SEOUL | North Korea escalated its renewed confrontation with the U.S. on Friday, saying it is moving to restore a nuclear reactor and warning it “will go its own way” because Washington refuses to remove it from the U.S. terror blacklist.

The announcement was the communist regime’s first confirmation it has started undoing the shutdown of its nuclear program begun last November under an atomic disarmament deal that promised energy aid to the impoverished nation.

Its threat came amid reports that leader Kim Jong-il suffered a stroke, news that has fueled worries about instability in North Korea.

Analysts noted, however, that Pyongyang has a history of taking a hard line in negotiations to press for further concessions. They said the North didn’t appear to be seeking to scuttle six-nation talks since its envoys went ahead with a meeting with South Korean diplomats Friday.

Pyongyang blamed Washington for the turnaround, saying the U.S. refusal to remove North Korea from a list of states that sponsor terrorism violated the agreement by the U.S., the two Koreas, China, Japan and Russia.

State Department spokesman Sean McCormack told reporters in Washington that the North has been “getting closer and closer” to the point where it can restart its Yongbyon reactor.

“We would urge them not to get to that point,” he said.

Asked why the North should deal with the Bush administration in its final months, Mr. McCormack said, “I don’t know who the next president, who the next secretary of state is going to be, but I would wager that they’re not going to get a much different deal from the next administration.”

North Korea’s stand focuses on U.S. insistence that Pyongyang accept a plan for international verification of its June report on nuclear facilities. The North rejected the demand as an attempt to unilaterally disarm the country.

“Now that the United States‘ true colors have been brought to light, we neither wish nor expect to be delisted as a ‘state sponsor of terrorist,’” the Foreign Ministry said in a statement carried by the country’s official Korean Central News Agency.

North Korea “will go its own way,” it warned.

Eight of 11 key steps toward disabling Yongbyon had been completed, but “work has been under way to restore its nuclear facilities in Yongbyon to their original state since some time ago,” the statement said.

Earlier in the day, North Korean diplomat Hyun Hak Bong warned Washington not to press the verification issue.

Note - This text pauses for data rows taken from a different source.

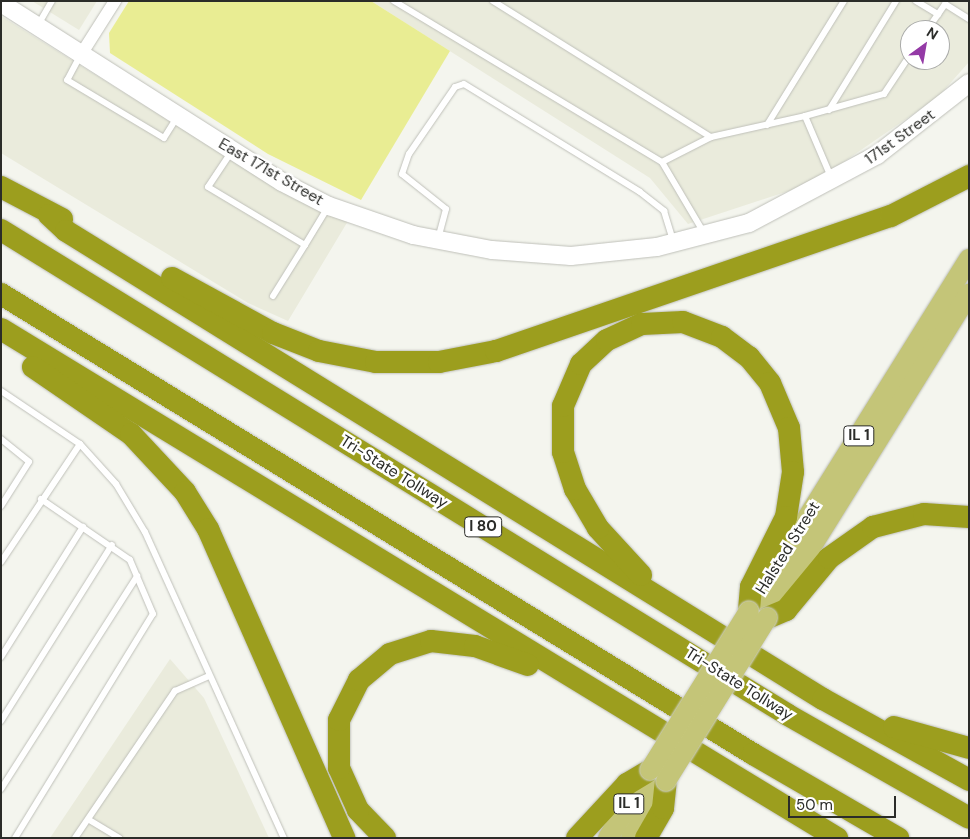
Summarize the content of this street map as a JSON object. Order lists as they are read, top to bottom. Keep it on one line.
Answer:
{"streets":{"highway":["Tri-State Tollway","I 80"],"main road":["IL 1","Halsted Street"],"street":["171st Street","East 171st Street"]},"crossings":[["171st Street","East 171st Street"]],"scale_bar":"50 m","north":"top right"}
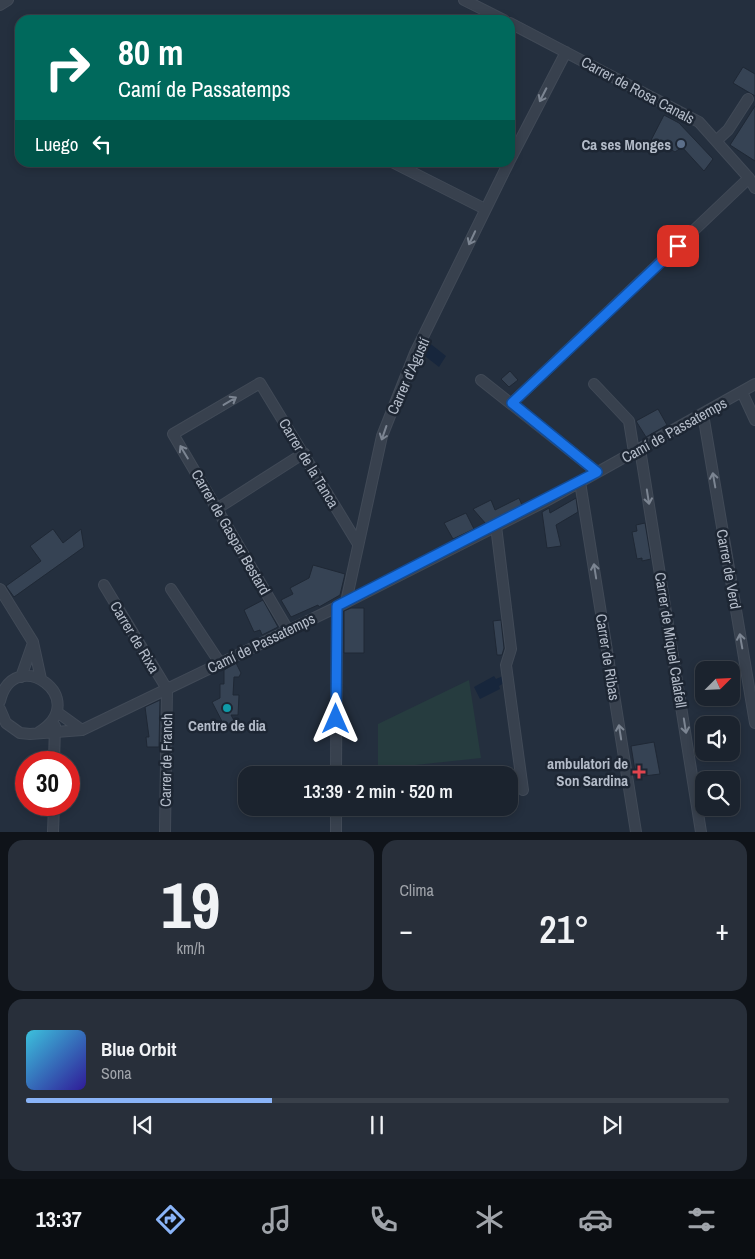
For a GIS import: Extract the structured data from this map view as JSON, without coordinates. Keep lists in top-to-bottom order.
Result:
{
  "streets": {
    "street": [
      "Carrer de Rosa Canals",
      "Carrer d'Agustí",
      "Camí de Passatemps",
      "Carrer de la Tanca",
      "Carrer de Gaspar Bestard",
      "Carrer de Verd",
      "Carrer de Rixa",
      "Carrer de Miquel Calafell",
      "Carrer de Ribas",
      "Carrer de Franch"
    ]
  },
  "crossings": [
    ["Carrer de Rosa Canals", "Carrer d'Agustí"],
    ["Carrer d'Agustí", "Camí de Passatemps"],
    ["Carrer d'Agustí", "Carrer de la Tanca"],
    ["Camí de Passatemps", "Carrer de Gaspar Bestard"],
    ["Camí de Passatemps", "Carrer de Verd"],
    ["Camí de Passatemps", "Carrer de Rixa"],
    ["Camí de Passatemps", "Carrer de Miquel Calafell"],
    ["Camí de Passatemps", "Carrer de Ribas"],
    ["Camí de Passatemps", "Carrer de Franch"],
    ["Carrer de la Tanca", "Carrer de Gaspar Bestard"],
    ["Carrer de Rixa", "Carrer de Franch"]
  ],
  "one_way": [
    "Carrer d'Agustí",
    "Carrer de Verd",
    "Carrer de Miquel Calafell",
    "Carrer de Ribas"
  ],
  "places": {
    "other": ["Ca ses Monges", "Centre de dia"],
    "health": ["ambulatori de Son Sardina"]
  },
  "north": "top right",
  "page": {
    "turn": ["80 m", "Camí de Passatemps"],
    "then": "Luego",
    "limit": "30",
    "trip": "13:39 · 2 min · 520 m",
    "tile": [
      ["19", "km/h"],
      "Clima"
    ],
    "heat": ["−", "21°", "+"],
    "song": ["Blue Orbit", "Sona"],
    "tabs": "13:37"
  }
}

The detailed, four-page outline of the verification process sought by Washington calls for a thorough inspection, soil samples, interviews with scientists and possible involvement of the United Nations’ nuclear agency.

Notoriously reclusive North Korea objects to having to prove its declaration of nuclear facilities, saying verification was never part of the disarmament-for-aid deal.

“The U.S. is insisting that we accept unilateral demands that had not been agreed upon. They want to go anywhere at any time to collect samples and carry out examinations with measuring equipment,” Mr. Hyun said. “That means they intend to force an inspection.”

Mr. Hyun then sat down with South Korean officials to discuss getting energy aid to the North as part of the disarmament deal.

During the meeting, South Korea urged the North to resume disabling its nuclear facilities, but the North repeated its position on verification and the terror list, said a South Korean official, who spoke on the condition of anonymity in line with department policy.

The tactic is not unusual for the North, analysts said.

“This is aimed at pressuring the United States,” said Yang Moo-jin, a professor at Seoul’s University of North Korean Studies.

Pyongyang does not appear to want to break off the disarmament process, said Koh Yu-hwan, a North Korea expert at Seoul’s Dongguk University.

“The North is sending a message that it wants to maintain the six-party talks,” he said. “The North also wants to get the remaining energy aid with winter drawing closer.”